O Barroco: século XVII
CONTEXTO HISTÓRICO
- Contrarreforma;
- Renascimento.
CARACTERÍSTICAS
- Conflito entre corpo e alma;- Passagem do tempo;
- Cultismo e conceptismo;
- Figuras de linguagem.
PRINCIPAIS AUTORES
- Bento Teixeira;- Gregório de Matos Guerra;
- Padre Antonio Vieira.
Responsável pelo desenvolvimento da prosa no período do barroco, Padre Antônio Vieira é conhecido por seus sermões polêmicos em que critica, entre outras coisas, o despotismo dos colonos portugueses, a influencia negativa que o Protestantismo exerceria na colônia, os pregadores que não cumpriam com seu ofício de catequizar e evangelizar (seus adversários católicos) e a própria Inquisição.
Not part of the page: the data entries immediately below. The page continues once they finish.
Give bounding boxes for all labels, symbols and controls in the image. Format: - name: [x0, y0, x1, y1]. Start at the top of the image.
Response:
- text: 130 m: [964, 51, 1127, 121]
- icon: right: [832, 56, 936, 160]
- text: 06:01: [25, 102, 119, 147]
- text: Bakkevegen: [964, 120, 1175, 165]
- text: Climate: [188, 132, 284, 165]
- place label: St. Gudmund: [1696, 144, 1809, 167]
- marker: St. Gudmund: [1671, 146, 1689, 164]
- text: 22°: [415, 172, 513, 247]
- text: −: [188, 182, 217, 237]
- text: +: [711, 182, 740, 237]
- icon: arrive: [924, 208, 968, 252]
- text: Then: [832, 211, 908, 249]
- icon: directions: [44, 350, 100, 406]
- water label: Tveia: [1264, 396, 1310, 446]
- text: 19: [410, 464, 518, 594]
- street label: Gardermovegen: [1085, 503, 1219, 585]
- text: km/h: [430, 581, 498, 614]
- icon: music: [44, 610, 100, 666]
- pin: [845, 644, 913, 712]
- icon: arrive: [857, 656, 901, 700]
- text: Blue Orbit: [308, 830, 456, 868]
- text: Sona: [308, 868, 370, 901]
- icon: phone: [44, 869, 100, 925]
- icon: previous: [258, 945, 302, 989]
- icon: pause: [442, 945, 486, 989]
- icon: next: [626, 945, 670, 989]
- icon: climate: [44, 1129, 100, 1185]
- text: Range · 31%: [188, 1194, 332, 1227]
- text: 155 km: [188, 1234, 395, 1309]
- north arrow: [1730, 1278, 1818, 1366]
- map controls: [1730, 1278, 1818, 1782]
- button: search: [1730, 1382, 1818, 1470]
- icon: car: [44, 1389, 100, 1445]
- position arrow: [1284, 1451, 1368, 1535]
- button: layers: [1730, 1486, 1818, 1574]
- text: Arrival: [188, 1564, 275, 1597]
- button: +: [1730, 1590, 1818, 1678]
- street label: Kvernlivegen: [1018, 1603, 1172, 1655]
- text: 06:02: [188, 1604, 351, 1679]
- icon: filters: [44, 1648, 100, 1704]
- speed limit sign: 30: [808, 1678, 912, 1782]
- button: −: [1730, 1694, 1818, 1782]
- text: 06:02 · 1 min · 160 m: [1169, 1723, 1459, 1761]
Além disso, defendia os índios e sua evangelização, condenando os horrores vivenciados por eles nas mãos de colonos e os cristãos-novos (judeus convertidos ao Catolicismo) que aqui se instalaram. Famoso por seus sermões, padre Antônio Vieira também se dedicou a escrever cartas e profecias.
Mito do Sebastianismo
Com o desenvolvimento do mercado marítimo, Portugal vivenciou um período de ascenção e grandeza. Porém, com o declínio do comércio no Oriente, Portugal viveu uma crise econômica e dinástica. Como consequência, o então rei de Portugal D. Sebastião resolve colocar em prática seu plano de organizar uma cruzada em Marrocos e levando à batalha de Alcacer-Quibir em 1578.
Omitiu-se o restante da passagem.